Task instructions:
Exercise in exact copying. Transcribe every entry that follows, word for word.

┌──

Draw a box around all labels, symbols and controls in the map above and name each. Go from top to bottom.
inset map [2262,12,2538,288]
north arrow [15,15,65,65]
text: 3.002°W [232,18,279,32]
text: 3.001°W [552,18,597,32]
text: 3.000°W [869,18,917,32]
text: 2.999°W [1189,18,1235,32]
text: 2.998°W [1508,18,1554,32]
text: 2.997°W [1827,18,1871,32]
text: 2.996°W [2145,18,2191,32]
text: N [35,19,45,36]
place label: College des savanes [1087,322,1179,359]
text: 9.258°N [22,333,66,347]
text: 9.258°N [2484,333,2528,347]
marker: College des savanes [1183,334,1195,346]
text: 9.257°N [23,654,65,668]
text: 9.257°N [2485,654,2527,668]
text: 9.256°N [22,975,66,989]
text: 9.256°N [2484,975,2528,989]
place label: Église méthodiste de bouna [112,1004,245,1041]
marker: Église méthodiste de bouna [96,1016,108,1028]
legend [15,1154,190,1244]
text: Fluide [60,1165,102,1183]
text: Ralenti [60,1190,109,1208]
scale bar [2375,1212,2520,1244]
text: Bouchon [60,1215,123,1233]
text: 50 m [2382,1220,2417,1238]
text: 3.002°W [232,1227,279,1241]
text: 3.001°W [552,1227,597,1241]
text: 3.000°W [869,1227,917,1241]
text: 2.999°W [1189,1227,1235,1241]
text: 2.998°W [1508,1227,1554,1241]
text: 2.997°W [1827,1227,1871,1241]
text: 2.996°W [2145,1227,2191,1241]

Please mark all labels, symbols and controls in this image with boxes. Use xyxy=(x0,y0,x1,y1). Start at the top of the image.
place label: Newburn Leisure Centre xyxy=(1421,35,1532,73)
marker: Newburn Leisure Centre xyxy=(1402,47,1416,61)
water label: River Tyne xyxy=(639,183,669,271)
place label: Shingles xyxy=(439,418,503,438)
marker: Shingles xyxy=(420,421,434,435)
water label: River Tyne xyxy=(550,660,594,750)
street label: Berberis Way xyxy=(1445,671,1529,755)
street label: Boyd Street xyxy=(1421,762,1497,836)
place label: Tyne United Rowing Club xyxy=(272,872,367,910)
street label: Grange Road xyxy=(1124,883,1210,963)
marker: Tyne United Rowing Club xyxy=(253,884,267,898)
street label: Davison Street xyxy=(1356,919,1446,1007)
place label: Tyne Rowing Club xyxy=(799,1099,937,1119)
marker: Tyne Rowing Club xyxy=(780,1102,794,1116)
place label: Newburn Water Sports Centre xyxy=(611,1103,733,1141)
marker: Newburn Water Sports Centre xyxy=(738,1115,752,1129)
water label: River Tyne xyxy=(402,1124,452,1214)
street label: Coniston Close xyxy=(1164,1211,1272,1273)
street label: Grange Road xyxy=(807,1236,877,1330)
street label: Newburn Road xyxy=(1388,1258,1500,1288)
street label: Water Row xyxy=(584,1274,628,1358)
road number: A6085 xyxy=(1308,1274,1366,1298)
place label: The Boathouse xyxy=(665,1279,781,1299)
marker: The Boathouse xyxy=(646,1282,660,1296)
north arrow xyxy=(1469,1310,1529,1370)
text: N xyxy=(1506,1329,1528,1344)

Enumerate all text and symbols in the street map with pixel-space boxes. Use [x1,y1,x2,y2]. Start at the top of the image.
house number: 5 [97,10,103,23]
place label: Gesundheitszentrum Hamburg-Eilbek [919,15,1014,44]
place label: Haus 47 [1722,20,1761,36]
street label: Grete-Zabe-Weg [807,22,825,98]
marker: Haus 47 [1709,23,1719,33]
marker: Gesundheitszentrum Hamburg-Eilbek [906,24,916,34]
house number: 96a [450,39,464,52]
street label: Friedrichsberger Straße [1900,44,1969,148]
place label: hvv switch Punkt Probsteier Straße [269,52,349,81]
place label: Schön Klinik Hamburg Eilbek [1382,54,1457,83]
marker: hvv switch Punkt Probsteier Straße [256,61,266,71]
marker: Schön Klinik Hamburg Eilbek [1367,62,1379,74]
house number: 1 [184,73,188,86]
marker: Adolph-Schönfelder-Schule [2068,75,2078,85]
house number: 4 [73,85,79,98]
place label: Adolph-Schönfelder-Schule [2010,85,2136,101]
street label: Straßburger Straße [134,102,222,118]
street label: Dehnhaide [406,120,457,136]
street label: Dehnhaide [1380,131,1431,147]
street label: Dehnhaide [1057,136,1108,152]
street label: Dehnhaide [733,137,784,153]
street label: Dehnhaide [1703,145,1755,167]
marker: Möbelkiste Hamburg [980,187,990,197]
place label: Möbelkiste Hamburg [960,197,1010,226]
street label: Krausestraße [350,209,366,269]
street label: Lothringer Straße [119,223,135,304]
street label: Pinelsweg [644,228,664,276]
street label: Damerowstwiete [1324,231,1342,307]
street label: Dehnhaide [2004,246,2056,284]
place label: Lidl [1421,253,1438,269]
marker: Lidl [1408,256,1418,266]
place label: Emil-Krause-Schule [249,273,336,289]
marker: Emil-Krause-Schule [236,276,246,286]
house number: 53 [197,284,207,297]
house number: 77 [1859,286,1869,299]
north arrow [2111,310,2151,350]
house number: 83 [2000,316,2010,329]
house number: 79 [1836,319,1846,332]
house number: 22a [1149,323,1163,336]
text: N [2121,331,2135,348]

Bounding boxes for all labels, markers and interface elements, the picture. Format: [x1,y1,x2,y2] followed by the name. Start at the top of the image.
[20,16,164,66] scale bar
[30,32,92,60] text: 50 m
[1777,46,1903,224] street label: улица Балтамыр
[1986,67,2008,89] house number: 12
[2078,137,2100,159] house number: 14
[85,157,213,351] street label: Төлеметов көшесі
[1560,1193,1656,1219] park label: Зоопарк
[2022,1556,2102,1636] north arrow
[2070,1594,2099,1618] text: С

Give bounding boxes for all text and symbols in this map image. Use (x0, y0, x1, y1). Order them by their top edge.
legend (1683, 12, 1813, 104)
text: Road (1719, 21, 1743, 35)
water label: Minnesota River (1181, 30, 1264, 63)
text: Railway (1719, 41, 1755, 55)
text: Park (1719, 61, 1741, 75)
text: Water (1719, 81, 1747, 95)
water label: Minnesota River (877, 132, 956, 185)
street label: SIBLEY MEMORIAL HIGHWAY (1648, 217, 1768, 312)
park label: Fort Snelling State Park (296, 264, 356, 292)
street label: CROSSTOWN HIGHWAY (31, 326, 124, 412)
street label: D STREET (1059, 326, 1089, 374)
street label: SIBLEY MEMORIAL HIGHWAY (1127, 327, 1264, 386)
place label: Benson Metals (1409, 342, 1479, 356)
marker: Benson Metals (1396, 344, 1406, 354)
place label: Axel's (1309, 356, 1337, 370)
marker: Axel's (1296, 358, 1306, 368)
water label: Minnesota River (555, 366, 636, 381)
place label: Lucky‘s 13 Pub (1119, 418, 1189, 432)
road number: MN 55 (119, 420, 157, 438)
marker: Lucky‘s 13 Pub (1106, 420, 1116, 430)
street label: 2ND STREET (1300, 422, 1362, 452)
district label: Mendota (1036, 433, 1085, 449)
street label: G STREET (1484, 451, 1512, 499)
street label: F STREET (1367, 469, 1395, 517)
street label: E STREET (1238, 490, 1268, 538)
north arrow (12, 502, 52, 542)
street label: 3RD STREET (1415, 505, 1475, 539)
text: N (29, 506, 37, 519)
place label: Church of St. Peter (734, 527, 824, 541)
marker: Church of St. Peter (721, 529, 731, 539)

└──

Expected answer:
Draw a box around all labels, symbols and controls in the map above and name each. Go from top to bottom.
inset map [2262,12,2538,288]
north arrow [15,15,65,65]
text: 3.002°W [232,18,279,32]
text: 3.001°W [552,18,597,32]
text: 3.000°W [869,18,917,32]
text: 2.999°W [1189,18,1235,32]
text: 2.998°W [1508,18,1554,32]
text: 2.997°W [1827,18,1871,32]
text: 2.996°W [2145,18,2191,32]
text: N [35,19,45,36]
place label: College des savanes [1087,322,1179,359]
text: 9.258°N [22,333,66,347]
text: 9.258°N [2484,333,2528,347]
marker: College des savanes [1183,334,1195,346]
text: 9.257°N [23,654,65,668]
text: 9.257°N [2485,654,2527,668]
text: 9.256°N [22,975,66,989]
text: 9.256°N [2484,975,2528,989]
place label: Église méthodiste de bouna [112,1004,245,1041]
marker: Église méthodiste de bouna [96,1016,108,1028]
legend [15,1154,190,1244]
text: Fluide [60,1165,102,1183]
text: Ralenti [60,1190,109,1208]
scale bar [2375,1212,2520,1244]
text: Bouchon [60,1215,123,1233]
text: 50 m [2382,1220,2417,1238]
text: 3.002°W [232,1227,279,1241]
text: 3.001°W [552,1227,597,1241]
text: 3.000°W [869,1227,917,1241]
text: 2.999°W [1189,1227,1235,1241]
text: 2.998°W [1508,1227,1554,1241]
text: 2.997°W [1827,1227,1871,1241]
text: 2.996°W [2145,1227,2191,1241]

Please mark all labels, symbols and controls in this image with boxes. Use xyxy=(x0,y0,x1,y1). Start at the top of the image.
place label: Newburn Leisure Centre xyxy=(1421,35,1532,73)
marker: Newburn Leisure Centre xyxy=(1402,47,1416,61)
water label: River Tyne xyxy=(639,183,669,271)
place label: Shingles xyxy=(439,418,503,438)
marker: Shingles xyxy=(420,421,434,435)
water label: River Tyne xyxy=(550,660,594,750)
street label: Berberis Way xyxy=(1445,671,1529,755)
street label: Boyd Street xyxy=(1421,762,1497,836)
place label: Tyne United Rowing Club xyxy=(272,872,367,910)
street label: Grange Road xyxy=(1124,883,1210,963)
marker: Tyne United Rowing Club xyxy=(253,884,267,898)
street label: Davison Street xyxy=(1356,919,1446,1007)
place label: Tyne Rowing Club xyxy=(799,1099,937,1119)
marker: Tyne Rowing Club xyxy=(780,1102,794,1116)
place label: Newburn Water Sports Centre xyxy=(611,1103,733,1141)
marker: Newburn Water Sports Centre xyxy=(738,1115,752,1129)
water label: River Tyne xyxy=(402,1124,452,1214)
street label: Coniston Close xyxy=(1164,1211,1272,1273)
street label: Grange Road xyxy=(807,1236,877,1330)
street label: Newburn Road xyxy=(1388,1258,1500,1288)
street label: Water Row xyxy=(584,1274,628,1358)
road number: A6085 xyxy=(1308,1274,1366,1298)
place label: The Boathouse xyxy=(665,1279,781,1299)
marker: The Boathouse xyxy=(646,1282,660,1296)
north arrow xyxy=(1469,1310,1529,1370)
text: N xyxy=(1506,1329,1528,1344)

Enumerate all text and symbols in the street map with pixel-space boxes. Use [x1,y1,x2,y2]. Start at the top of the image.
house number: 5 [97,10,103,23]
place label: Gesundheitszentrum Hamburg-Eilbek [919,15,1014,44]
place label: Haus 47 [1722,20,1761,36]
street label: Grete-Zabe-Weg [807,22,825,98]
marker: Haus 47 [1709,23,1719,33]
marker: Gesundheitszentrum Hamburg-Eilbek [906,24,916,34]
house number: 96a [450,39,464,52]
street label: Friedrichsberger Straße [1900,44,1969,148]
place label: hvv switch Punkt Probsteier Straße [269,52,349,81]
place label: Schön Klinik Hamburg Eilbek [1382,54,1457,83]
marker: hvv switch Punkt Probsteier Straße [256,61,266,71]
marker: Schön Klinik Hamburg Eilbek [1367,62,1379,74]
house number: 1 [184,73,188,86]
marker: Adolph-Schönfelder-Schule [2068,75,2078,85]
house number: 4 [73,85,79,98]
place label: Adolph-Schönfelder-Schule [2010,85,2136,101]
street label: Straßburger Straße [134,102,222,118]
street label: Dehnhaide [406,120,457,136]
street label: Dehnhaide [1380,131,1431,147]
street label: Dehnhaide [1057,136,1108,152]
street label: Dehnhaide [733,137,784,153]
street label: Dehnhaide [1703,145,1755,167]
marker: Möbelkiste Hamburg [980,187,990,197]
place label: Möbelkiste Hamburg [960,197,1010,226]
street label: Krausestraße [350,209,366,269]
street label: Lothringer Straße [119,223,135,304]
street label: Pinelsweg [644,228,664,276]
street label: Damerowstwiete [1324,231,1342,307]
street label: Dehnhaide [2004,246,2056,284]
place label: Lidl [1421,253,1438,269]
marker: Lidl [1408,256,1418,266]
place label: Emil-Krause-Schule [249,273,336,289]
marker: Emil-Krause-Schule [236,276,246,286]
house number: 53 [197,284,207,297]
house number: 77 [1859,286,1869,299]
north arrow [2111,310,2151,350]
house number: 83 [2000,316,2010,329]
house number: 79 [1836,319,1846,332]
house number: 22a [1149,323,1163,336]
text: N [2121,331,2135,348]

Bounding boxes for all labels, markers and interface elements, the picture. Format: [x1,y1,x2,y2] followed by the name. Start at the top of the image.
[20,16,164,66] scale bar
[30,32,92,60] text: 50 m
[1777,46,1903,224] street label: улица Балтамыр
[1986,67,2008,89] house number: 12
[2078,137,2100,159] house number: 14
[85,157,213,351] street label: Төлеметов көшесі
[1560,1193,1656,1219] park label: Зоопарк
[2022,1556,2102,1636] north arrow
[2070,1594,2099,1618] text: С

Give bounding boxes for all text and symbols in this map image. Use (x0, y0, x1, y1). Order them by their top edge.
legend (1683, 12, 1813, 104)
text: Road (1719, 21, 1743, 35)
water label: Minnesota River (1181, 30, 1264, 63)
text: Railway (1719, 41, 1755, 55)
text: Park (1719, 61, 1741, 75)
text: Water (1719, 81, 1747, 95)
water label: Minnesota River (877, 132, 956, 185)
street label: SIBLEY MEMORIAL HIGHWAY (1648, 217, 1768, 312)
park label: Fort Snelling State Park (296, 264, 356, 292)
street label: CROSSTOWN HIGHWAY (31, 326, 124, 412)
street label: D STREET (1059, 326, 1089, 374)
street label: SIBLEY MEMORIAL HIGHWAY (1127, 327, 1264, 386)
place label: Benson Metals (1409, 342, 1479, 356)
marker: Benson Metals (1396, 344, 1406, 354)
place label: Axel's (1309, 356, 1337, 370)
marker: Axel's (1296, 358, 1306, 368)
water label: Minnesota River (555, 366, 636, 381)
place label: Lucky‘s 13 Pub (1119, 418, 1189, 432)
road number: MN 55 (119, 420, 157, 438)
marker: Lucky‘s 13 Pub (1106, 420, 1116, 430)
street label: 2ND STREET (1300, 422, 1362, 452)
district label: Mendota (1036, 433, 1085, 449)
street label: G STREET (1484, 451, 1512, 499)
street label: F STREET (1367, 469, 1395, 517)
street label: E STREET (1238, 490, 1268, 538)
north arrow (12, 502, 52, 542)
street label: 3RD STREET (1415, 505, 1475, 539)
text: N (29, 506, 37, 519)
place label: Church of St. Peter (734, 527, 824, 541)
marker: Church of St. Peter (721, 529, 731, 539)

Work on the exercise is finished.